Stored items
____

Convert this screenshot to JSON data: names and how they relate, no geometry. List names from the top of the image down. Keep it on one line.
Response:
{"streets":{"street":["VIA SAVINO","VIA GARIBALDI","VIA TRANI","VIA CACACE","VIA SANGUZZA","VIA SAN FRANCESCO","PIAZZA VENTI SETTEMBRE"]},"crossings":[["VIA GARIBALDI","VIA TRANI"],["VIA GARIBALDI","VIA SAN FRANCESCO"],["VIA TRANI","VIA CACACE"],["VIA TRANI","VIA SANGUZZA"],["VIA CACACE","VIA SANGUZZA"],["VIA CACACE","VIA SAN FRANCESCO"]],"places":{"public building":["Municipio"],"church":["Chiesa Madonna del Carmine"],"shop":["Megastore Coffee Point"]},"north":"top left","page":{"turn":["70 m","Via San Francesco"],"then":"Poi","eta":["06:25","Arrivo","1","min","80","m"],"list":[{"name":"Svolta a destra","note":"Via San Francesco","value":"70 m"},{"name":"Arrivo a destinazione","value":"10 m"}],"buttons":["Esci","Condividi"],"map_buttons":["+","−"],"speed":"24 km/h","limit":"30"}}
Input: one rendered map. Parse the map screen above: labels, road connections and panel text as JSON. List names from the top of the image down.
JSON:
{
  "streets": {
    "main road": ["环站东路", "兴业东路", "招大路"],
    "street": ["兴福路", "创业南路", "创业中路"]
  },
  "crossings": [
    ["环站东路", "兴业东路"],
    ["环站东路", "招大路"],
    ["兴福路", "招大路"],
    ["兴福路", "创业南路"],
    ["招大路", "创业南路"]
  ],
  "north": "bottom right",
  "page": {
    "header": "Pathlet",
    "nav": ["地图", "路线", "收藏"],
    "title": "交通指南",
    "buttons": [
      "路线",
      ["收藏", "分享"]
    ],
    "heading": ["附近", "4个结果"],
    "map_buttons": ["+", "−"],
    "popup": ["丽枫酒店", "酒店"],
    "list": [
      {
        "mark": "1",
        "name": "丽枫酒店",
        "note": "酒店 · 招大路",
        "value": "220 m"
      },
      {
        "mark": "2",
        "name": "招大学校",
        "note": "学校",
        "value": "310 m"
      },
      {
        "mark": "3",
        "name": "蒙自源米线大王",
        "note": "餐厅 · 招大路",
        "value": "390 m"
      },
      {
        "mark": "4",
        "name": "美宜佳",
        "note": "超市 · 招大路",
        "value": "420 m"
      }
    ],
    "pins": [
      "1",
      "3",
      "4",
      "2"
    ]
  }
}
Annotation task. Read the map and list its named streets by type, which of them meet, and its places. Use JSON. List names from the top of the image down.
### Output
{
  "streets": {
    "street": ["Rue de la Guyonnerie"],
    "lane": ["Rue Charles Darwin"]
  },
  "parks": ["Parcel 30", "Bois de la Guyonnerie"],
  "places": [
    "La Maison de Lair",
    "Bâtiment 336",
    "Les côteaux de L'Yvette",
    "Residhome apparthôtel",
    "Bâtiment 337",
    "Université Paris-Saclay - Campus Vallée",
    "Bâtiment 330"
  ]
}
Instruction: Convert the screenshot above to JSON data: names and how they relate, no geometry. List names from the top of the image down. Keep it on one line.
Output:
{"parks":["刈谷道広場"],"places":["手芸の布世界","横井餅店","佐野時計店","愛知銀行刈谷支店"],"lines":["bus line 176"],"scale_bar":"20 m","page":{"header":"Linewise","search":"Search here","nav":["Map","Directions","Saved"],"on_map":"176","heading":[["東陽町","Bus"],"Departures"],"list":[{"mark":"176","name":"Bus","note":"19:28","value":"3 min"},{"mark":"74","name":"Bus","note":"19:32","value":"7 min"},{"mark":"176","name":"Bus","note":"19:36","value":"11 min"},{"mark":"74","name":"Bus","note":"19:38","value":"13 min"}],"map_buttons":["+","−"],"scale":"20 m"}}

____

> [EXERCISE]
Return all entries exactly.

> [YOUR RESPONSE]
Convert this screenshot to JSON data: names and how they relate, no geometry. List names from the top of the image down. Keep it on one line.
Response:
{"streets":{"street":["VIA SAVINO","VIA GARIBALDI","VIA TRANI","VIA CACACE","VIA SANGUZZA","VIA SAN FRANCESCO","PIAZZA VENTI SETTEMBRE"]},"crossings":[["VIA GARIBALDI","VIA TRANI"],["VIA GARIBALDI","VIA SAN FRANCESCO"],["VIA TRANI","VIA CACACE"],["VIA TRANI","VIA SANGUZZA"],["VIA CACACE","VIA SANGUZZA"],["VIA CACACE","VIA SAN FRANCESCO"]],"places":{"public building":["Municipio"],"church":["Chiesa Madonna del Carmine"],"shop":["Megastore Coffee Point"]},"north":"top left","page":{"turn":["70 m","Via San Francesco"],"then":"Poi","eta":["06:25","Arrivo","1","min","80","m"],"list":[{"name":"Svolta a destra","note":"Via San Francesco","value":"70 m"},{"name":"Arrivo a destinazione","value":"10 m"}],"buttons":["Esci","Condividi"],"map_buttons":["+","−"],"speed":"24 km/h","limit":"30"}}
Input: one rendered map. Parse the map screen above: labels, road connections and panel text as JSON. List names from the top of the image down.
JSON:
{
  "streets": {
    "main road": ["环站东路", "兴业东路", "招大路"],
    "street": ["兴福路", "创业南路", "创业中路"]
  },
  "crossings": [
    ["环站东路", "兴业东路"],
    ["环站东路", "招大路"],
    ["兴福路", "招大路"],
    ["兴福路", "创业南路"],
    ["招大路", "创业南路"]
  ],
  "north": "bottom right",
  "page": {
    "header": "Pathlet",
    "nav": ["地图", "路线", "收藏"],
    "title": "交通指南",
    "buttons": [
      "路线",
      ["收藏", "分享"]
    ],
    "heading": ["附近", "4个结果"],
    "map_buttons": ["+", "−"],
    "popup": ["丽枫酒店", "酒店"],
    "list": [
      {
        "mark": "1",
        "name": "丽枫酒店",
        "note": "酒店 · 招大路",
        "value": "220 m"
      },
      {
        "mark": "2",
        "name": "招大学校",
        "note": "学校",
        "value": "310 m"
      },
      {
        "mark": "3",
        "name": "蒙自源米线大王",
        "note": "餐厅 · 招大路",
        "value": "390 m"
      },
      {
        "mark": "4",
        "name": "美宜佳",
        "note": "超市 · 招大路",
        "value": "420 m"
      }
    ],
    "pins": [
      "1",
      "3",
      "4",
      "2"
    ]
  }
}
Annotation task. Read the map and list its named streets by type, which of them meet, and its places. Use JSON. List names from the top of the image down.
### Output
{
  "streets": {
    "street": ["Rue de la Guyonnerie"],
    "lane": ["Rue Charles Darwin"]
  },
  "parks": ["Parcel 30", "Bois de la Guyonnerie"],
  "places": [
    "La Maison de Lair",
    "Bâtiment 336",
    "Les côteaux de L'Yvette",
    "Residhome apparthôtel",
    "Bâtiment 337",
    "Université Paris-Saclay - Campus Vallée",
    "Bâtiment 330"
  ]
}
Instruction: Convert the screenshot above to JSON data: names and how they relate, no geometry. List names from the top of the image down. Keep it on one line.
Output:
{"parks":["刈谷道広場"],"places":["手芸の布世界","横井餅店","佐野時計店","愛知銀行刈谷支店"],"lines":["bus line 176"],"scale_bar":"20 m","page":{"header":"Linewise","search":"Search here","nav":["Map","Directions","Saved"],"on_map":"176","heading":[["東陽町","Bus"],"Departures"],"list":[{"mark":"176","name":"Bus","note":"19:28","value":"3 min"},{"mark":"74","name":"Bus","note":"19:32","value":"7 min"},{"mark":"176","name":"Bus","note":"19:36","value":"11 min"},{"mark":"74","name":"Bus","note":"19:38","value":"13 min"}],"map_buttons":["+","−"],"scale":"20 m"}}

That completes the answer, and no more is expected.